Dear Comrade Review
'Dear Comrade', starring Vijay Deverakonda in the lead, hit the screens this Friday. Produced by Mythri Movie Makers and Big Ben Cinemas, the film is out in Telugu, Tamil, Malayalam, and Kannada. Here is our review of the latest box-office outing.
Story:
Bobby (Vijay Deverakonda) is an angry, idealistic college student who takes up issues that are relevant to the student community. His brush with a politically-partisan group in the college leads to some unsavoury outcomes.
Lilly (Rashmika Mandanna), a wannabe national cricket player, falls in love with him but things don't go the way the duo would have wanted.
Pangs of separation follow for Bobby but what life has in store for him and Lilly is quite unexpected. There is also a tragic twist in Lilly's story. Does everything end well? That's the climax for you.
Analysis:
At one level, 'Dear Comrade' is a heavy story, much like 'Jersey' was. At another, it doesn't take itself too seriously and therefore seeks to deliver the potentially grave aspect as a light package. It's a mixed package that also ends up seeming too affected.
The best takeaway pertains to how the tempestuous love story is interspersed with Lilly's difficult-to-achieve but lofty dreams. Sans the parental melodrama and regular events, the love story is surely substantial on the paper. The way Deverakonda's character articulates the message of the film in the climax is worth a special mention.
Director Bharat Kamma shows efficiency in mingling the songs (Justin Prabhakaran's music is lilting, soulful) with the proceedings. He doesn't make it a sports-based drama (which makes sense, with the audience having watched a 'Jersey' only recently). He is also helped by Sujith Sarang's nimble frames, the non-glamorous but neatly-framed settings.
The lead pair are conscious of the fact that the film is almost entirely dependent on them. They give life to Jai Krishna's otherwise ordinary dialogues. They show intent, if not terrific knack, in the heavy-duty climax. For once, VD is wowed by his heroine's attitude and falls in love with her. For a change, nobody finds his attitude, which anyway is a dumbed-down version of his 'Arjun Reddy' character, that sexy.
But only that much can be said about the performances. VD somehow goes too easy. This affects the second half to a great extent. His performance in the scene in the hospital in the first leg of the second half, to put it frankly, is a dampener.
With Bobby and Lilly going too light on emotions (Rashmika pulling VD's legs in the second half is silly to the core), the background music seems to happen in a separate world. The BGM is not concerned with the lightness of the hero-heroine duo; the music director believes that he is working on a classic.
Someone goes nearly mad having missed your love and you ask him, 'Naa kosam edichava?' wearing a 'Let me do LOL' expression on your face? Give us a break, already! Bobby becomes a Shankardada MBBS and his expressions suggest as if he is incredibly dispassionate.

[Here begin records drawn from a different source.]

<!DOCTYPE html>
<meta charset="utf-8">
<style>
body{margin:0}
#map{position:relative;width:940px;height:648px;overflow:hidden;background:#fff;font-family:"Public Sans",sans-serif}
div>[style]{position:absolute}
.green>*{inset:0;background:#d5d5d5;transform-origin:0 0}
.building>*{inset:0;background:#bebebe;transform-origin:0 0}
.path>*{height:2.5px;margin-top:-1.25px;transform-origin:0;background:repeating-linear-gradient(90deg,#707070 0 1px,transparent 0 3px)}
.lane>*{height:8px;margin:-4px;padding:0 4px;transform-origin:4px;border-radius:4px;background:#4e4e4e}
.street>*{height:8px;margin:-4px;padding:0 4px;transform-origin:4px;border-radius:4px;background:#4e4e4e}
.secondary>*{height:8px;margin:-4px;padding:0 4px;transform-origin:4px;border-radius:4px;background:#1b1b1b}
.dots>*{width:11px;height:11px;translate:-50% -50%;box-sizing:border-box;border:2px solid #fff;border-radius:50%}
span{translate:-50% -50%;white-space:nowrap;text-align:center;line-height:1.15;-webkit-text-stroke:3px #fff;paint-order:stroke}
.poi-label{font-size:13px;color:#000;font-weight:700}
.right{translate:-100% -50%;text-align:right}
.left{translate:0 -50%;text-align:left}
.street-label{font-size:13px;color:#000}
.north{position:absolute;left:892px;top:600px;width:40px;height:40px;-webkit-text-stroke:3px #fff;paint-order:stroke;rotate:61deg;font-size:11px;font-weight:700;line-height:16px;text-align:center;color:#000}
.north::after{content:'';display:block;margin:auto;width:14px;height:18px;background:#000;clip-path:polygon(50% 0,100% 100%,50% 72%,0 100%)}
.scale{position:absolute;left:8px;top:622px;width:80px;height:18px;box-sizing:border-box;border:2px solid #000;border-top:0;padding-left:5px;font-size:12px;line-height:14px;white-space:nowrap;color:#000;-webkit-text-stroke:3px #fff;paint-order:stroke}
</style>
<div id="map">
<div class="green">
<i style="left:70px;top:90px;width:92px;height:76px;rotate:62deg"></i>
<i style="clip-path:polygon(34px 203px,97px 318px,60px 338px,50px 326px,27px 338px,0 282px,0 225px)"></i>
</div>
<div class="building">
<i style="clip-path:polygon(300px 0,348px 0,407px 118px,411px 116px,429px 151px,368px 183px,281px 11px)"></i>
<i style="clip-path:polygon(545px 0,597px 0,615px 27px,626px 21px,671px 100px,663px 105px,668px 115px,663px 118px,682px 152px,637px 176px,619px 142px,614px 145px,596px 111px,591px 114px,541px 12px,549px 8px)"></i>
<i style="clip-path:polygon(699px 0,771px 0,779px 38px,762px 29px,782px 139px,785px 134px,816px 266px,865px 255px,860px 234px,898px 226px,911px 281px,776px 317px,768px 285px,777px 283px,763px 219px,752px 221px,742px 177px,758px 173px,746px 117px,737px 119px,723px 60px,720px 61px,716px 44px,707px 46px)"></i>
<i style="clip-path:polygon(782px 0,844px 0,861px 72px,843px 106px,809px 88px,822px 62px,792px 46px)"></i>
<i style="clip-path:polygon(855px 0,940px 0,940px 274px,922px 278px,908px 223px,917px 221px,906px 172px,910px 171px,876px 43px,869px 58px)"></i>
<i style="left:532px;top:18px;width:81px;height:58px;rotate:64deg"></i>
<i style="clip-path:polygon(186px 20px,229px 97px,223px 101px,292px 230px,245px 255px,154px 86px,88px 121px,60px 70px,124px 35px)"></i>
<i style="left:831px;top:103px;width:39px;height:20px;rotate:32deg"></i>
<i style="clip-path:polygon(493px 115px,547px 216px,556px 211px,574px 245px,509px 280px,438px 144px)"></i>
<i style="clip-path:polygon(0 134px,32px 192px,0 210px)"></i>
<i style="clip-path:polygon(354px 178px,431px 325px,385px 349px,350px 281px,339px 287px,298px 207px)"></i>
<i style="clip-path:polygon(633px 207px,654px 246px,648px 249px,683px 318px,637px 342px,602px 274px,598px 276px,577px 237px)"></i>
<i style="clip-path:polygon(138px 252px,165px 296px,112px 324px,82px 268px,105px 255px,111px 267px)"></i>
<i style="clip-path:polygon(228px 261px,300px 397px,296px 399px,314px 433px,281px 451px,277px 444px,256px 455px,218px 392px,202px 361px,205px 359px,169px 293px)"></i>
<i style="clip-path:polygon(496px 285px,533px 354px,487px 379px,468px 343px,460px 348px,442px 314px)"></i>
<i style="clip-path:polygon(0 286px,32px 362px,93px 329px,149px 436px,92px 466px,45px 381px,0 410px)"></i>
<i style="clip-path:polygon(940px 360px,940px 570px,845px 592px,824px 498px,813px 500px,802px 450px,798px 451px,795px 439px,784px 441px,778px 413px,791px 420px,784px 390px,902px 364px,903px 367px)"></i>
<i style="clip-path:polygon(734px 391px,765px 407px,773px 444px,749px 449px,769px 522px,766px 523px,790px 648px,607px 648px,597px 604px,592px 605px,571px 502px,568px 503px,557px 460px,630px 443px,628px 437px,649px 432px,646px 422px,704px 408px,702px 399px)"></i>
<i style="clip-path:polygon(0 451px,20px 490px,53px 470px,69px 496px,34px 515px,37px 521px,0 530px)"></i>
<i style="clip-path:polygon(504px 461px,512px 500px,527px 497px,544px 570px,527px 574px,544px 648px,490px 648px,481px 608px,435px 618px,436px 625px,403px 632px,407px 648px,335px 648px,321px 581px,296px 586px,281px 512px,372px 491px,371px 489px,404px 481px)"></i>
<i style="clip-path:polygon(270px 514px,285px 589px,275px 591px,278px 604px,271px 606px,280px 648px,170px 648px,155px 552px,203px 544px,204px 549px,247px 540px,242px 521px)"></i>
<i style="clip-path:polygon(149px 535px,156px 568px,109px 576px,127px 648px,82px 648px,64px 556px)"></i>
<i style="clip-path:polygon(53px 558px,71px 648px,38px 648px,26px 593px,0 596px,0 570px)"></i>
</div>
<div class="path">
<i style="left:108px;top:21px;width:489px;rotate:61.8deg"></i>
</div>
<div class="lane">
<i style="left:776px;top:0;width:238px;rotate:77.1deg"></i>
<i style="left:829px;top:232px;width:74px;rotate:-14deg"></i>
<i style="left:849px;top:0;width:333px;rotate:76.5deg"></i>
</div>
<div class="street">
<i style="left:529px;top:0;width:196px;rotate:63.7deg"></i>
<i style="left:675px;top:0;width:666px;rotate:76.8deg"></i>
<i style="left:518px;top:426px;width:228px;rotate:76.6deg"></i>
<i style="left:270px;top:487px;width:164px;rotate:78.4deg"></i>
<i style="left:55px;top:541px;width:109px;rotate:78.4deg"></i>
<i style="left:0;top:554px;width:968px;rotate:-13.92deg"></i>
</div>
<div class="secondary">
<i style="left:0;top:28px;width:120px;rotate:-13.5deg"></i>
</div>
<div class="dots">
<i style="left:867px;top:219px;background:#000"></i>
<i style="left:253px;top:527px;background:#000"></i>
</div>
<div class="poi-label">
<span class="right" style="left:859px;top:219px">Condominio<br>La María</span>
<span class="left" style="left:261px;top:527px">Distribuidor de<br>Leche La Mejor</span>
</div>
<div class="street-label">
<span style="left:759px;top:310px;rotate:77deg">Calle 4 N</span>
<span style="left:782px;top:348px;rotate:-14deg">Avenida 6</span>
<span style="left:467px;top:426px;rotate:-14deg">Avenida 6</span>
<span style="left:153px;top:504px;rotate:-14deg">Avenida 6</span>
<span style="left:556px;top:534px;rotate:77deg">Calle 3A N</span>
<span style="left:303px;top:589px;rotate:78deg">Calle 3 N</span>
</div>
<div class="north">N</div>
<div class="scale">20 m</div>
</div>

The college campus scenes are too affected and seem to take place not in Kakinada but in a Communism-heavy Kerala college. How many of you are going to relate to a few students singing, 'Mayadaari election lu', and expressing their unimportant frustration in the august presence of the portraits of a few supposedly successful Communist legends?
The screenplay is too conveniently-written in the second half. Bobby needs a breakthrough and an old friend of the heroine appears in front of his eyes on a busy road. The villainy of a key character is old-fashioned and his maniacal behaviour is too cinematic.
After a point, Deverakonda seems to go ballistic only because 'Arjun Reddy' happened to him in 2017.
Verdict:
'Dear Comrade' is heart-felt and intense when it comes to the songs, some of the conversations, the climax, and the message. But it is also too sluggish and a bit misdirected as well. A winsome technical work overall. Deverakonda's performance, so also Rashmika's, come with their share of hits and misses.